==== Provided material

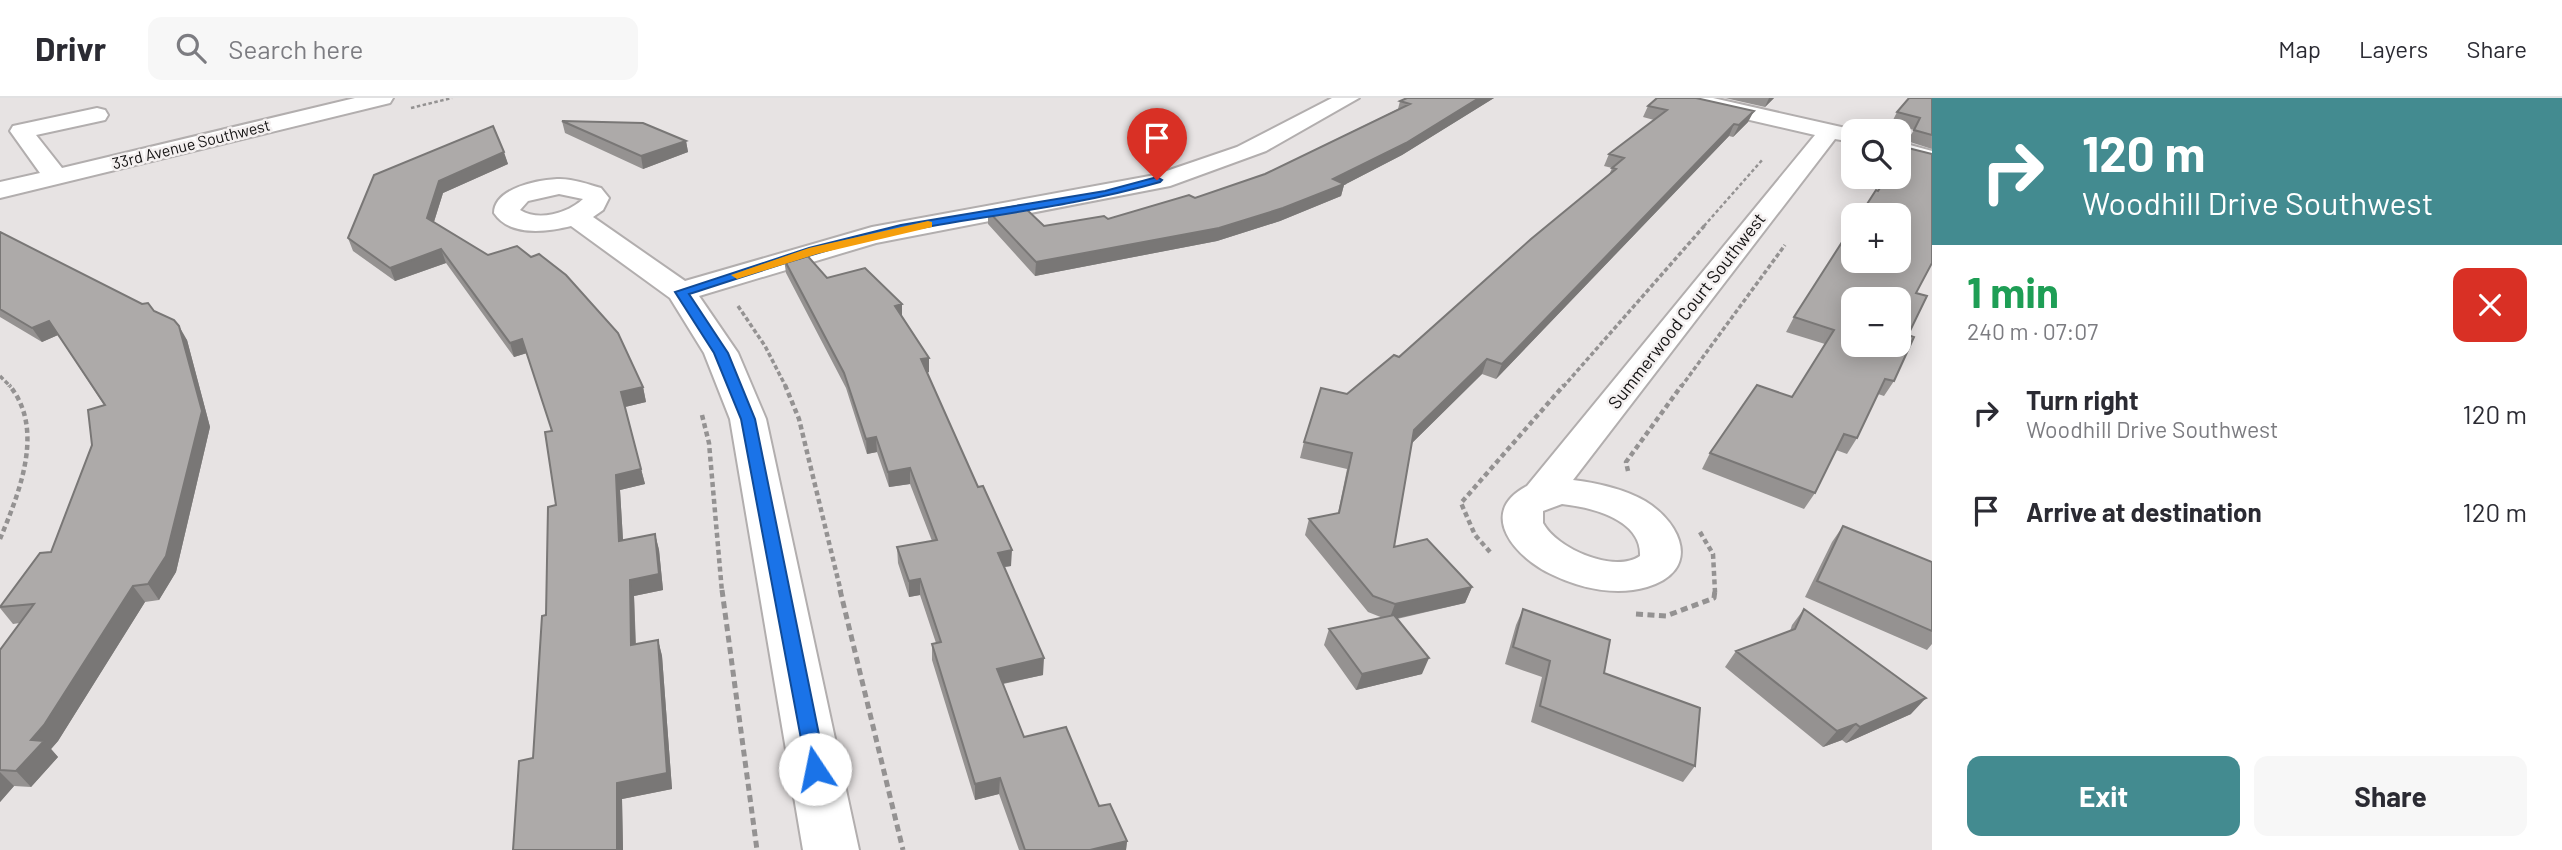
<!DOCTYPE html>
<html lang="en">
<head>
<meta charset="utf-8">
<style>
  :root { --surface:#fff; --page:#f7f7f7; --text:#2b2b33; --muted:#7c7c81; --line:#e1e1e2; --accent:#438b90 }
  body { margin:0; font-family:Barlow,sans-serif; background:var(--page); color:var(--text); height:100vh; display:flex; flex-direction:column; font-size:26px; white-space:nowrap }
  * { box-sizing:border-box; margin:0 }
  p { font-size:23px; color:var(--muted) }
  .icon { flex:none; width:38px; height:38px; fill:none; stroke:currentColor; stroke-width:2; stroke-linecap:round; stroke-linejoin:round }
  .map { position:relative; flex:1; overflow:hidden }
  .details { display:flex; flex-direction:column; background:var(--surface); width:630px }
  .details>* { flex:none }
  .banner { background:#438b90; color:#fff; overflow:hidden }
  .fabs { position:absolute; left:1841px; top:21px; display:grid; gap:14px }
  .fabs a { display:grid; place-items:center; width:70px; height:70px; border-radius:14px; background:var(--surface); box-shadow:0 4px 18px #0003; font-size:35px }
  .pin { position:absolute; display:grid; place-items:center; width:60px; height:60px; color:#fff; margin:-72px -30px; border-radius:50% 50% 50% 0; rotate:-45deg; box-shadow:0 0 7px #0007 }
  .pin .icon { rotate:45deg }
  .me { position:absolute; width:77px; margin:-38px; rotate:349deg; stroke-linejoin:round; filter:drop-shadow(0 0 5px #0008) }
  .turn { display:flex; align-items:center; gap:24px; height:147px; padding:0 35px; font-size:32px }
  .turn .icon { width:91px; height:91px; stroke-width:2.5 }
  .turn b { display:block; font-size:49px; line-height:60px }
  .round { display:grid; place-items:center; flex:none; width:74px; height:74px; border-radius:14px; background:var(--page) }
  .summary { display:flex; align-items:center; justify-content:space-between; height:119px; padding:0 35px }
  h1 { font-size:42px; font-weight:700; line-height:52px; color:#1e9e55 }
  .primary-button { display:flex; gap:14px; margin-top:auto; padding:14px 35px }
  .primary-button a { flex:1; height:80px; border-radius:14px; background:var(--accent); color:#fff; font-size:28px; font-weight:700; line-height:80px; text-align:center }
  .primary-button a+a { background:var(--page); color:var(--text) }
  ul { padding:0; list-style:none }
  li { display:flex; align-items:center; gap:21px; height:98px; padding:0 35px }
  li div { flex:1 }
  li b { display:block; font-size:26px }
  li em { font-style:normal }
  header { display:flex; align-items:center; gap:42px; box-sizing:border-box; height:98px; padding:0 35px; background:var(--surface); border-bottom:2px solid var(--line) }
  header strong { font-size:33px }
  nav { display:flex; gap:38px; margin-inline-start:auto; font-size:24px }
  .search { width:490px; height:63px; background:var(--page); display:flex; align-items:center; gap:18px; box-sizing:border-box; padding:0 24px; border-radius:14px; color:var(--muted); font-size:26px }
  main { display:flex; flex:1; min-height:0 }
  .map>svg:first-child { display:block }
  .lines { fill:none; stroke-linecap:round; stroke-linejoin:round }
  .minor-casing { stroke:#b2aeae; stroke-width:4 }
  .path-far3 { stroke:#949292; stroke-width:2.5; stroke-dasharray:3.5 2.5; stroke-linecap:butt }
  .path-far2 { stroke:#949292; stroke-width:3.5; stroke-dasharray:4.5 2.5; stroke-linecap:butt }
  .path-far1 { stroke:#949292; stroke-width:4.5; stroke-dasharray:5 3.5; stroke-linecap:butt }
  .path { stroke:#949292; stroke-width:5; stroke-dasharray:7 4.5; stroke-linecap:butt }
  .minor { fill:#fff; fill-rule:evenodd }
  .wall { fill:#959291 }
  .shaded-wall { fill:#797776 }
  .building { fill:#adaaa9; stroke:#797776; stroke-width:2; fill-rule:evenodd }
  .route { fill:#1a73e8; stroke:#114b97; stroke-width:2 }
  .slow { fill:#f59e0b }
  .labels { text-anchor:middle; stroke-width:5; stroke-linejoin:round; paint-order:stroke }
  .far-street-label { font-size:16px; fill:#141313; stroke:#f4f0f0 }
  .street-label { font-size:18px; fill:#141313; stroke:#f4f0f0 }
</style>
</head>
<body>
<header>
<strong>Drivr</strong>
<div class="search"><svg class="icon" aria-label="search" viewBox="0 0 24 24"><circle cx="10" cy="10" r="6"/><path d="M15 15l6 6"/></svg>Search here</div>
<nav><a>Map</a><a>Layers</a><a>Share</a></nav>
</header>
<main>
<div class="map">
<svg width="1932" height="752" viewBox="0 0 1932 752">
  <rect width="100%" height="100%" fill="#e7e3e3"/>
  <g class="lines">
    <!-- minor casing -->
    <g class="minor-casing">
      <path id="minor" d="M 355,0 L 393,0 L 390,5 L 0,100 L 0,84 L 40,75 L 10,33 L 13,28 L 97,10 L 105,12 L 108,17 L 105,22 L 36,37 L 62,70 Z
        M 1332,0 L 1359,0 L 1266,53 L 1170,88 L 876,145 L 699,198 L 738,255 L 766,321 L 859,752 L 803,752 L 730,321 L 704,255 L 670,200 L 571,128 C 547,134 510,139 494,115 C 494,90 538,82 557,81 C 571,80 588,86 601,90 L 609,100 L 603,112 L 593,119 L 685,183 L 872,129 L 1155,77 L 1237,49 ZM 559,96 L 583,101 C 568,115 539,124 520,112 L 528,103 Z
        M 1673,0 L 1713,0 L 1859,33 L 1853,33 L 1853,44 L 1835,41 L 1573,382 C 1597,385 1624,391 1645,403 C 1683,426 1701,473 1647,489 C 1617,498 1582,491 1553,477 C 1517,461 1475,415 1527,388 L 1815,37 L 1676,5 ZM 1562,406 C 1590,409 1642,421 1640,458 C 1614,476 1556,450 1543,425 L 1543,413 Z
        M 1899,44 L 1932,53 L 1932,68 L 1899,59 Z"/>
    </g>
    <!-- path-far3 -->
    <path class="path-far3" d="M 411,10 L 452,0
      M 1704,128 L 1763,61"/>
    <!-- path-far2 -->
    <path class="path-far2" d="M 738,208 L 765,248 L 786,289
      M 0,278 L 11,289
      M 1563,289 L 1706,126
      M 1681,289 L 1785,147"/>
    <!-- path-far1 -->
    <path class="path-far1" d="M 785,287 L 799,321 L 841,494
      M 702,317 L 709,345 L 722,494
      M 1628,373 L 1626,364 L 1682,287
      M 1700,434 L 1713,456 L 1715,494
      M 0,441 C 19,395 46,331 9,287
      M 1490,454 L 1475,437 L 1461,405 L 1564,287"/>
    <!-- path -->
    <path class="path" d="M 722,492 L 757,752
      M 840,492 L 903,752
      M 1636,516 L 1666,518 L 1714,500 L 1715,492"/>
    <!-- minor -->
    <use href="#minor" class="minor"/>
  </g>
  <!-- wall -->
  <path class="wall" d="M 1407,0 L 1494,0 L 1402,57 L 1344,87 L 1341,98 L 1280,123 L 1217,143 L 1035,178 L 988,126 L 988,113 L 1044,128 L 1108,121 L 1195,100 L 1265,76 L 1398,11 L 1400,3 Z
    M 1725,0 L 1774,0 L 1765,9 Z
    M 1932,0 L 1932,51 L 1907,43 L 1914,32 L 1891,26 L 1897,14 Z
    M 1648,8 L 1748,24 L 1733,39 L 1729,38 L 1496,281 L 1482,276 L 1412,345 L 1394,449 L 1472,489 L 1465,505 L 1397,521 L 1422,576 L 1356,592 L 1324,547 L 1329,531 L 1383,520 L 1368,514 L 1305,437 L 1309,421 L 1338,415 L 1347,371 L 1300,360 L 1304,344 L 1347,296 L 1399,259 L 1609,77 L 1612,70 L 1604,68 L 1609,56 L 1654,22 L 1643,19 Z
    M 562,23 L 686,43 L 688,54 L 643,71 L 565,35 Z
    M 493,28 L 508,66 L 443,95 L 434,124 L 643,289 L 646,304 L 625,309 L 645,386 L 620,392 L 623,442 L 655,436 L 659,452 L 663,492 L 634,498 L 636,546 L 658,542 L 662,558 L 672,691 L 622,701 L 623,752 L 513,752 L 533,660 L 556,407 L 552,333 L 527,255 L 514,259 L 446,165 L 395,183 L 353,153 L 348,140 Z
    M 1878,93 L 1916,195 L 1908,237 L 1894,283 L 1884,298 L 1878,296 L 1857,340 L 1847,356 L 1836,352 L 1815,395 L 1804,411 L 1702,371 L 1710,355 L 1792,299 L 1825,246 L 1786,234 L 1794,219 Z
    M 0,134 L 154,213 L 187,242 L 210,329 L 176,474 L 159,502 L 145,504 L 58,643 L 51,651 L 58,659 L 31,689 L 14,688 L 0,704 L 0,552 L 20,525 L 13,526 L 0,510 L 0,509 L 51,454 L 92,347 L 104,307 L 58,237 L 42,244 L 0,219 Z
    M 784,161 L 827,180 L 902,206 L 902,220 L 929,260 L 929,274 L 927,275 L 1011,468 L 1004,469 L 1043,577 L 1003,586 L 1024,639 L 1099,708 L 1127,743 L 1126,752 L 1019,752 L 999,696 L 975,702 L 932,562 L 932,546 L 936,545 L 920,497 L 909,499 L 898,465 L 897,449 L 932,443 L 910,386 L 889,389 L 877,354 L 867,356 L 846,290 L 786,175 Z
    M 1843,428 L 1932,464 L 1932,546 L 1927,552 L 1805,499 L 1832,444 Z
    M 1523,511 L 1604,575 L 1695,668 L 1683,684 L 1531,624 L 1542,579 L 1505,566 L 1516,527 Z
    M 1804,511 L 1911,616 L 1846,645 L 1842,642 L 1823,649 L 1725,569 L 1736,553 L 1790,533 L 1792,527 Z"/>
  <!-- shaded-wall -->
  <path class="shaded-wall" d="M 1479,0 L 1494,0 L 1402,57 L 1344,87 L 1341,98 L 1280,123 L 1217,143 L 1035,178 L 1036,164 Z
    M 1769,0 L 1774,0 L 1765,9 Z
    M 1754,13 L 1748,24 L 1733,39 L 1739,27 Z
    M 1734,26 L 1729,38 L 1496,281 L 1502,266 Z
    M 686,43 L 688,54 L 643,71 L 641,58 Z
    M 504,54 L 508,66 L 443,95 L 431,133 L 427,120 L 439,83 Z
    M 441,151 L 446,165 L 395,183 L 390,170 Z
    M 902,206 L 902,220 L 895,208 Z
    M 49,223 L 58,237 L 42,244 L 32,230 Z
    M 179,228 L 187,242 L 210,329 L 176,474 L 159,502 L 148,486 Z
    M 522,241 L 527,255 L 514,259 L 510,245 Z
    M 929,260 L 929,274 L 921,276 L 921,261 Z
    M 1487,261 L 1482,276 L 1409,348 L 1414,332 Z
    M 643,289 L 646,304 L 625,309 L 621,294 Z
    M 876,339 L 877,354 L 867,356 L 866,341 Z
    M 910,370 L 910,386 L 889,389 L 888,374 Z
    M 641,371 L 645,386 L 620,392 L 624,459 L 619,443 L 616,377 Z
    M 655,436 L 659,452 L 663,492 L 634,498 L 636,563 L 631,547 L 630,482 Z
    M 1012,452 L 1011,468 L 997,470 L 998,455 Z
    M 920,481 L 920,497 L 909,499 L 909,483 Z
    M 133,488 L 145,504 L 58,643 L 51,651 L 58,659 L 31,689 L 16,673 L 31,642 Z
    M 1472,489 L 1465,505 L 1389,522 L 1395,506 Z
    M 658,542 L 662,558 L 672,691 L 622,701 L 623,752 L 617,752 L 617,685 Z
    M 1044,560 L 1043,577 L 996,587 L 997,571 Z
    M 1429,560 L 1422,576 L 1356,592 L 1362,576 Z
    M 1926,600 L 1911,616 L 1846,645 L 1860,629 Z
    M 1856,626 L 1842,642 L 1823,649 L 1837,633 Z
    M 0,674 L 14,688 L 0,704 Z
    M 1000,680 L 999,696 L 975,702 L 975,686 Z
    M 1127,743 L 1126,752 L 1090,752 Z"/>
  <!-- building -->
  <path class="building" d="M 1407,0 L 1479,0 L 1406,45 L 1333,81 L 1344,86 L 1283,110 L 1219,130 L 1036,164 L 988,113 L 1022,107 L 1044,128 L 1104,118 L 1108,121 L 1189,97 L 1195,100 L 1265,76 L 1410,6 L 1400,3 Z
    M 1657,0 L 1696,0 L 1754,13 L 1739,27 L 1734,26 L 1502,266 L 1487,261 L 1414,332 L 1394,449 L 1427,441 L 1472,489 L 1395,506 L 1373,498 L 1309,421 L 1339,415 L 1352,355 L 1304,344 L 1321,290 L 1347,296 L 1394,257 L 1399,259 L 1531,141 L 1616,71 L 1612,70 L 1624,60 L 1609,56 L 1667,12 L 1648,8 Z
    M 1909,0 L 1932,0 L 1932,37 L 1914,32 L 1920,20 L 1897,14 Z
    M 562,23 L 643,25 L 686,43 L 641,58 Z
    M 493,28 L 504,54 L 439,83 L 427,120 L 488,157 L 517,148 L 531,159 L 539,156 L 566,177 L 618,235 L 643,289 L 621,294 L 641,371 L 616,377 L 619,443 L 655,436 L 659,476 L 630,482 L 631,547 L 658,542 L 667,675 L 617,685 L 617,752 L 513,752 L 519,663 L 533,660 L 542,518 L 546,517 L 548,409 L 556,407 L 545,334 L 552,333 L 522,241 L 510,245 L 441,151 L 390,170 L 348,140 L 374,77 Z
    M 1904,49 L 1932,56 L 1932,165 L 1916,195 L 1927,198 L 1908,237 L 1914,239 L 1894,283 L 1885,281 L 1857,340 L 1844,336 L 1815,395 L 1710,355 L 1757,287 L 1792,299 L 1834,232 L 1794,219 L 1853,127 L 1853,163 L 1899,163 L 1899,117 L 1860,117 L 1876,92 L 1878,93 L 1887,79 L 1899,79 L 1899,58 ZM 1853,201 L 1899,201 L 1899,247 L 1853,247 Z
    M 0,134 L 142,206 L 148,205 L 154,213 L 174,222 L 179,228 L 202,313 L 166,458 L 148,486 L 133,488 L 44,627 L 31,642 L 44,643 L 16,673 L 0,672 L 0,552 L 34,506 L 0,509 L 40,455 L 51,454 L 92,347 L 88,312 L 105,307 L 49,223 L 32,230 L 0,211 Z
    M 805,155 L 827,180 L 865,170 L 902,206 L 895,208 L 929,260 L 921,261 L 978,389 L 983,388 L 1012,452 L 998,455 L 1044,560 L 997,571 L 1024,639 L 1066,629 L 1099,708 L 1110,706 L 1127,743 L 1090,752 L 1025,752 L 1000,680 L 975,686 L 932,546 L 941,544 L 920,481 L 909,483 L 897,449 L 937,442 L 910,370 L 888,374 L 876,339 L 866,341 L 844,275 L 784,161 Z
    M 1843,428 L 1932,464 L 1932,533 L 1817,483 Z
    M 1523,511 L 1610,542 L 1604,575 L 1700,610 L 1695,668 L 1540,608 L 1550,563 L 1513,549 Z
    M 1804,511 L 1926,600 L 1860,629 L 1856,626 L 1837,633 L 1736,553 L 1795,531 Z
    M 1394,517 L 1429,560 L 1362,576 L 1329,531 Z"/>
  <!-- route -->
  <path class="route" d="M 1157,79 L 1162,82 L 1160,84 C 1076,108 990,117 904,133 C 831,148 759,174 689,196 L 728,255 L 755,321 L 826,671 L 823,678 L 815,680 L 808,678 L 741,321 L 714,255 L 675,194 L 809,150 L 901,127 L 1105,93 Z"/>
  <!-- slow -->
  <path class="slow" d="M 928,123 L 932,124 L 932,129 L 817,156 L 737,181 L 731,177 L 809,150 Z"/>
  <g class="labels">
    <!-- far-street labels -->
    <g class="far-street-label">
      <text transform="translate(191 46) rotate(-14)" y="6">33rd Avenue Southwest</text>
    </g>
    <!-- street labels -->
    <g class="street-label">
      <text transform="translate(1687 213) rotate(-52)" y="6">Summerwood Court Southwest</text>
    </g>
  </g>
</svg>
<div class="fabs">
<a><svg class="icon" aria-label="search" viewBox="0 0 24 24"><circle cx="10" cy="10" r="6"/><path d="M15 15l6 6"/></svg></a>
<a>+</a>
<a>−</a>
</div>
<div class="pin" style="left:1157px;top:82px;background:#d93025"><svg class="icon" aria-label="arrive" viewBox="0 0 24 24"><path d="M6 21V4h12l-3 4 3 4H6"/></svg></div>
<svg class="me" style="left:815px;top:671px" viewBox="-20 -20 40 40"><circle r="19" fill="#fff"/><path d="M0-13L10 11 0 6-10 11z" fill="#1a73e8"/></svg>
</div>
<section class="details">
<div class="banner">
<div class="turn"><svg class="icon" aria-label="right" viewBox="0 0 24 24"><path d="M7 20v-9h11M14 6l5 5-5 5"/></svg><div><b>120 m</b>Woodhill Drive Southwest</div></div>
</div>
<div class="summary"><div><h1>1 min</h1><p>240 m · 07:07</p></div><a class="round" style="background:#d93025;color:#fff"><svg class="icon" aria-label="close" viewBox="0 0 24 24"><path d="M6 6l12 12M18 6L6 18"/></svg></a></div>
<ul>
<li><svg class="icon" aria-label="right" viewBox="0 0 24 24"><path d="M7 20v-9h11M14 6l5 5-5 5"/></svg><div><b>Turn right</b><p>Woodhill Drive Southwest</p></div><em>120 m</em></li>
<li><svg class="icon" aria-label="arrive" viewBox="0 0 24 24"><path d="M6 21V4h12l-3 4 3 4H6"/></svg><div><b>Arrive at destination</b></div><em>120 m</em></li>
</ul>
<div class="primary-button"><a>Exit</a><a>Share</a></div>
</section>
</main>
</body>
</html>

========

**What is required**
Set down, exactly as they stand above, the lines starting with the line with "M 1472,489 L" and going on through the line with "M 1000,680 L", and no others.

**Response area**
    M 1472,489 L 1465,505 L 1389,522 L 1395,506 Z
    M 658,542 L 662,558 L 672,691 L 622,701 L 623,752 L 617,752 L 617,685 Z
    M 1044,560 L 1043,577 L 996,587 L 997,571 Z
    M 1429,560 L 1422,576 L 1356,592 L 1362,576 Z
    M 1926,600 L 1911,616 L 1846,645 L 1860,629 Z
    M 1856,626 L 1842,642 L 1823,649 L 1837,633 Z
    M 0,674 L 14,688 L 0,704 Z
    M 1000,680 L 999,696 L 975,702 L 975,686 Z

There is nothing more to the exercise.